Ma se è vero che ognuno ha diritto alla difesa, è anche vero che le donne vittime di femminicidio hanno (come tutte le vittime) diritto alla giustizia. E Fatima ha diritto a non vedere, nemmeno da morta, gli avvocati del marito che l’ha massacrata mercanteggiare sulla pena per vincere una causa e portare a casa la parcella.
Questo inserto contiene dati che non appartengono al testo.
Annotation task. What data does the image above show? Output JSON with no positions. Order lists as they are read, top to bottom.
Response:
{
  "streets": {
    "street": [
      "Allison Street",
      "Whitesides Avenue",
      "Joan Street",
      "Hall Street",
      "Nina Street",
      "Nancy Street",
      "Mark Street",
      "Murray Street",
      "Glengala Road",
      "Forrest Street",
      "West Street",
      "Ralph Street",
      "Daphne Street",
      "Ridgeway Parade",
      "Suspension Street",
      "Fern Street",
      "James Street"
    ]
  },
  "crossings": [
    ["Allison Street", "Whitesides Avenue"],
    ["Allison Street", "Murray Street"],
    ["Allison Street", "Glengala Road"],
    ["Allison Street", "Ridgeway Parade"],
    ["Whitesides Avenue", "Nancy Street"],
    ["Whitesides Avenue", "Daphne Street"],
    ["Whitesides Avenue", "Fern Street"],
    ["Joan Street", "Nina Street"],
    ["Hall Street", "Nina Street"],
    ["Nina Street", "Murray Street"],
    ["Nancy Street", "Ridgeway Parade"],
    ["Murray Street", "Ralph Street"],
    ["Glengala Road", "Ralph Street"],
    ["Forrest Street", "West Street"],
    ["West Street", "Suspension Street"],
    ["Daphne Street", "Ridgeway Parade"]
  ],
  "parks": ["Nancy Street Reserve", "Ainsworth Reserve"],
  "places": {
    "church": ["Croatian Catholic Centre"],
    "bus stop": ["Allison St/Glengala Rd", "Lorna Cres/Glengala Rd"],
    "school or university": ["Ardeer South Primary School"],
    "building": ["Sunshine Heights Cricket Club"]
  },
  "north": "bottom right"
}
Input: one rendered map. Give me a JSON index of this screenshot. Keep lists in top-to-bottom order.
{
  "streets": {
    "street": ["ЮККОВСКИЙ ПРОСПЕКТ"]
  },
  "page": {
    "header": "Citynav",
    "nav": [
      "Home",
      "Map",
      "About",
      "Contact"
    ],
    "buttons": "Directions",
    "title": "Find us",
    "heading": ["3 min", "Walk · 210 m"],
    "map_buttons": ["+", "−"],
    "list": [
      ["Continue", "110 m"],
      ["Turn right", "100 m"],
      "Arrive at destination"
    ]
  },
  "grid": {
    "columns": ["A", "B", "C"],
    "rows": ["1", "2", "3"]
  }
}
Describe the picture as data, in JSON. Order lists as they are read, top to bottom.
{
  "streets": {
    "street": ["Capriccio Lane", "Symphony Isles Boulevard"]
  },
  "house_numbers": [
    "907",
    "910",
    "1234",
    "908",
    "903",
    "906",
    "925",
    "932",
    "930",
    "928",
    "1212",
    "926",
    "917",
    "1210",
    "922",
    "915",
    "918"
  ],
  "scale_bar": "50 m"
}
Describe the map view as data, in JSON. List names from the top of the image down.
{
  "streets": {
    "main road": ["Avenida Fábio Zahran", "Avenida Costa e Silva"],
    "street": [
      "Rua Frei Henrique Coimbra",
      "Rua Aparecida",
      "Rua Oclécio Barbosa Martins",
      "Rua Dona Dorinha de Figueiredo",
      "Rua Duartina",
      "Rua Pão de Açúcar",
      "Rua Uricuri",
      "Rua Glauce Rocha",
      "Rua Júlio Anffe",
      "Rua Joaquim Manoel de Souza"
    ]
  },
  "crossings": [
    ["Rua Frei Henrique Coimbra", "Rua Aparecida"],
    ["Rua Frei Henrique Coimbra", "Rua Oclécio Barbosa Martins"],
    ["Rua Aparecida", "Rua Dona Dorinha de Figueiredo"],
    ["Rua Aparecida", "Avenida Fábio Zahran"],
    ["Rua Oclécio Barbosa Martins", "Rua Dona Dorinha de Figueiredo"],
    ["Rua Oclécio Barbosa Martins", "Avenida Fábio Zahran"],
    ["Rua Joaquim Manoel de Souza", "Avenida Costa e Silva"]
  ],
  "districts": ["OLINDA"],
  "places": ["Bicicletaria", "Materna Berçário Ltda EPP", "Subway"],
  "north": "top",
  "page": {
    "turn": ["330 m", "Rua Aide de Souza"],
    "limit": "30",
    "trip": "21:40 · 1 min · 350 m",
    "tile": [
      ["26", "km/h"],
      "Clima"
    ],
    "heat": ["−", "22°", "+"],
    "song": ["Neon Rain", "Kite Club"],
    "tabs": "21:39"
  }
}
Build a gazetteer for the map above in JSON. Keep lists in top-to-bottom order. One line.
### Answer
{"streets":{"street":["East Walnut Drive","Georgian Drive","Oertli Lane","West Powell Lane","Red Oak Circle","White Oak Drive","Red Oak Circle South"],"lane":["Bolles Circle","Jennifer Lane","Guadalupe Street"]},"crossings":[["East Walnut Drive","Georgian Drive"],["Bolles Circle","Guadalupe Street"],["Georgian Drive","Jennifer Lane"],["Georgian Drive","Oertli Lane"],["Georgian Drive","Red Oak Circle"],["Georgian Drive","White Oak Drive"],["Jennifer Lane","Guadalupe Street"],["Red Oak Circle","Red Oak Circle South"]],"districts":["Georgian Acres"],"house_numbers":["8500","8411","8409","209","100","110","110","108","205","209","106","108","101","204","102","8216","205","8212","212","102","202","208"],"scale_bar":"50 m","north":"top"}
“Gli avvocati fanno il loro mestiere, cercano di servire al meglio il loro cliente: non odiano le donne, sono dei tecnici che applicano leggi e vogliono vincere i processi”.  Ma gli avvocati non sono leoni della savana che uccidono gazzelle per l’istinto naturale di nutrirsi, senza odio. Sono persone che, caso per caso, possono consapevolmente scegliere da che parte stare, anche dell’omicida, certo, ma senza diventare moralmente ciechi e sordi alla giustizia che è dovuta alle vittime. Che gli avvocati di Zeeshan accampino pretesti assurdi come quello di un femminicidio commesso in stato di sonnambulismo che cancellerebbe movente e perseguibilità del marito dice una sola cosa: non ci sono solo i femminicidi che odiano le donne, ci sono anche i loro avvocati.